大学

通いたいと思っているコースが来週から始まってしまうので、ダウンタウンにある大学にもう一度足を運び、通常料金で登録することができないかダメもとで聞いてみる。そしたらすんなり認められてしまった。やたら高い料金を払うようなことを言った前回の受付係は勘違いしてたのだろうか。どうも学生ビザだと外国人料金を払わないといけないのだけど、就労ビザでは普通料金でいいらしい。理由は不明。後になって追加料金を請求されないか不安ではあるが、とりあえずこれで「低予算映画の撮り方」と「カートゥーンの描き方」のコースに通えるようになった。

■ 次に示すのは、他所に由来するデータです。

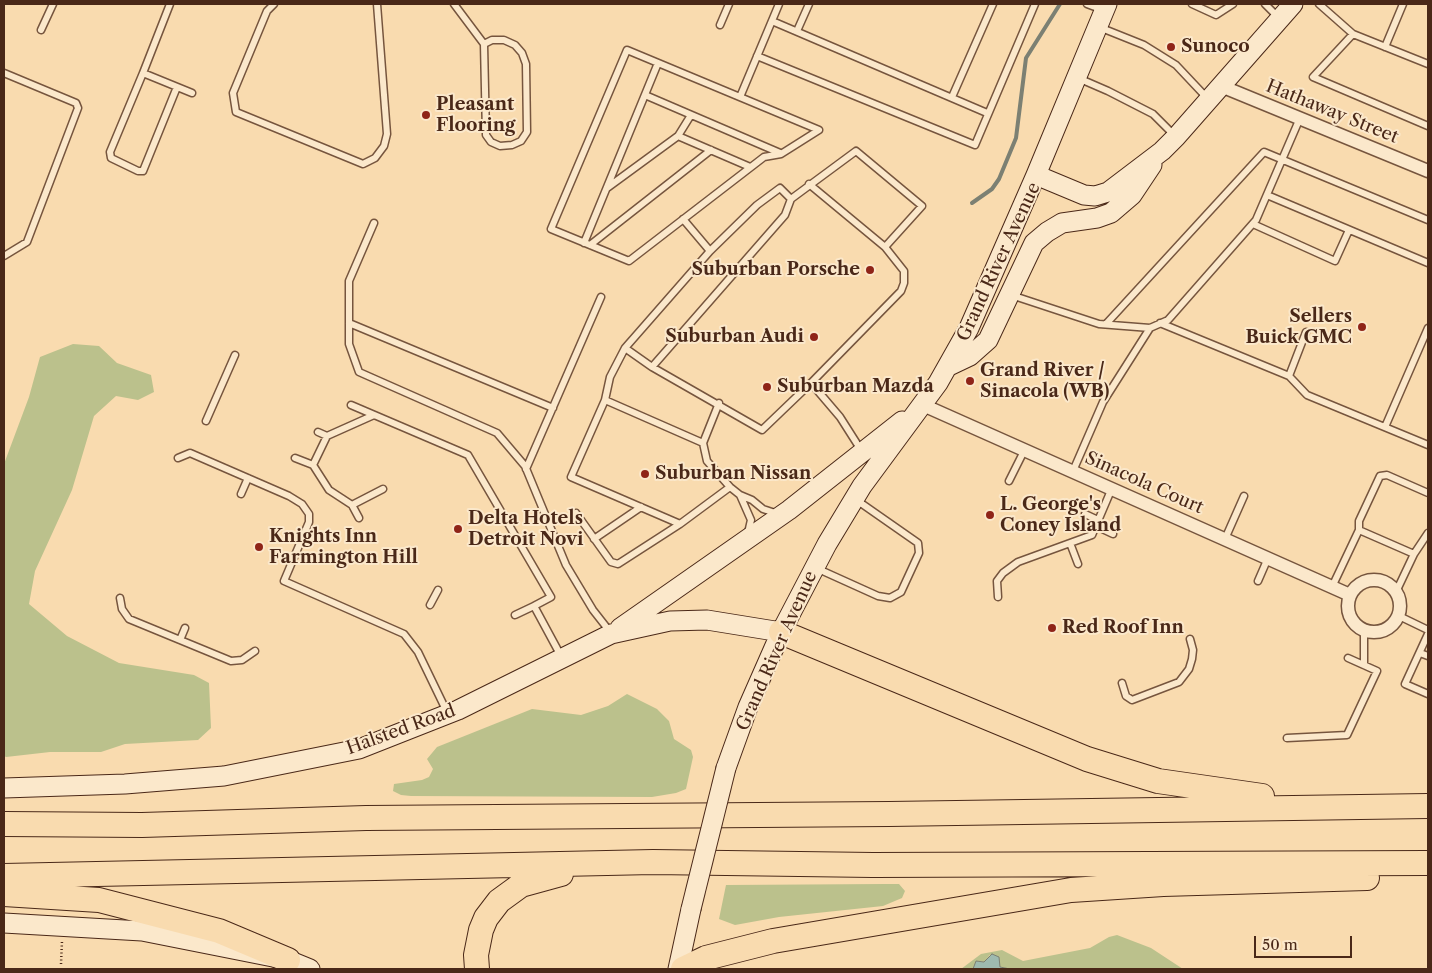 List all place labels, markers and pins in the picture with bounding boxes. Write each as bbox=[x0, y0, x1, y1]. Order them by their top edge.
place label: Sunoco bbox=[1181, 36, 1250, 58]
marker: Sunoco bbox=[1165, 41, 1177, 53]
place label: Pleasant Flooring bbox=[436, 94, 515, 136]
marker: Pleasant Flooring bbox=[420, 109, 432, 121]
place label: Suburban Porsche bbox=[692, 259, 860, 281]
marker: Suburban Porsche bbox=[864, 264, 876, 276]
place label: Sellers Buick GMC bbox=[1245, 306, 1352, 348]
marker: Sellers Buick GMC bbox=[1356, 321, 1368, 333]
place label: Suburban Audi bbox=[665, 326, 804, 348]
marker: Suburban Audi bbox=[808, 331, 820, 343]
place label: Grand River / Sinacola (WB) bbox=[980, 360, 1109, 402]
marker: Grand River / Sinacola (WB) bbox=[964, 375, 976, 387]
place label: Suburban Mazda bbox=[777, 376, 934, 398]
marker: Suburban Mazda bbox=[761, 381, 773, 393]
place label: Suburban Nissan bbox=[655, 463, 811, 485]
marker: Suburban Nissan bbox=[639, 468, 651, 480]
place label: L. George's Coney Island bbox=[1000, 494, 1121, 536]
place label: Delta Hotels Detroit Novi bbox=[468, 508, 584, 550]
marker: L. George's Coney Island bbox=[984, 509, 996, 521]
marker: Delta Hotels Detroit Novi bbox=[452, 523, 464, 535]
place label: Knights Inn Farmington Hill bbox=[269, 526, 418, 568]
marker: Knights Inn Farmington Hill bbox=[253, 541, 265, 553]
place label: Red Roof Inn bbox=[1062, 617, 1184, 639]
marker: Red Roof Inn bbox=[1046, 622, 1058, 634]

後者は余興で。「脚本の書き方」のコースを一番とりたかったのだけど、定員になってしまったらしい。それぞれ1回3時間のクラスに毎週、3ヵ月通うことになる。

V FOR VENDETTA

アラン・ムーアの大傑作コミック「V FOR VENDETTA」にナタリー・ポートマンの出演が決定したとか。ポスターらしきものも出来ているのを見ると、ずいぶん製作は進んでいるということか。

監督は新人ということでよく知らないが、製作はワショウスキー兄弟。「マトリックス」以前から映画化を計画しているという話を聞いていたので意外ではないけど、「コミックでしか表現できないストーリーテリング」を信条とするアラン・ムーアの作品が、こうも次々と映画化されるというのはちょっと皮肉めいている。
でも全体主義政府に対抗するテロリストが主人公である「V」は、現在のアメリカの政治状況下できちんと映画化できるのだろうか。「リーグ・オブ・レジェンド」も「フロム・ヘル」も原作とは全く異なった映画になってたからなあ(それなりに面白かったけど)。

ウィル・アイズナー死去

朝っぱらからウィル・アイズナーが他界したことを知り陰鬱な気分になる。

日本ではあまり知られていない名前だが、1930年代にデビューして以来、アメリカのコミックス文化の最前線にて活躍を続けてきた人で、アメコミの神様のような人であった。コミックス(彼の好んだ言い方は「シーケンシャル・アート」つまり「連続したアート」であった)の黎明期から既にその表現方法の可能性に注目し、スーパーヒーローものの枠にとらわれずに貧困や戦争、宗教といった一般的なテーマを扱った彼の革命的なストーリテリングの技法、特に登場人物の実に豊かな感情表現方法は80歳を越えても一切衰えることを知らなかった。最近受けた心臓手術が成功し、回復も順調だという話を聞いていただけに、その死が非常に惜しまれる。合掌。

映画業界事情

カナダの放送局CBCの報じるところによると、2004年にカナダでの映画撮影が大幅に減ったのを受けて、ケベックやオンタリオでは映画製作に対する免税率を上げてハリウッドからの仕事の誘致を狙うそうな。2005年は去年よりマシな年になるだろうとのコメントが載っているけど、そううまくいくものだろうか。

これと前後して、ニューヨークも映画製作に対する免税を行うというニュースが流れていた。国外への仕事の流出についてハリウッドはえらく過敏になっているから、もし免税後の製作費が同じくらいであればカナダはアメリカに比べて圧倒的に不利な立場にあるわけで、2005年もカナダの映画業界は苦しい状況に置かれるんじゃないだろうか。

こうした話を聞いていると、日本への映画撮影の誘致はまず不可能だということがよく分かってくる。物価は高いし、スタッフは英語を話さないし、撮影許可を得るにもお役所の面倒な手続きを通さないといけないし。「ラスト・サムライ」がニュージーランドで撮影されたのがいい例だろう。

ちなみにトロントではデビッド・クローネンバーグの次回作「A History Of Violence」の撮影が既に終了していたらしい。原作のコミックがかなり暴力的な作品で、それをクローネンバーグがどう映画化するのかに興味があったのだけど、撮影現場を見ることはもう無理になってしまったのか。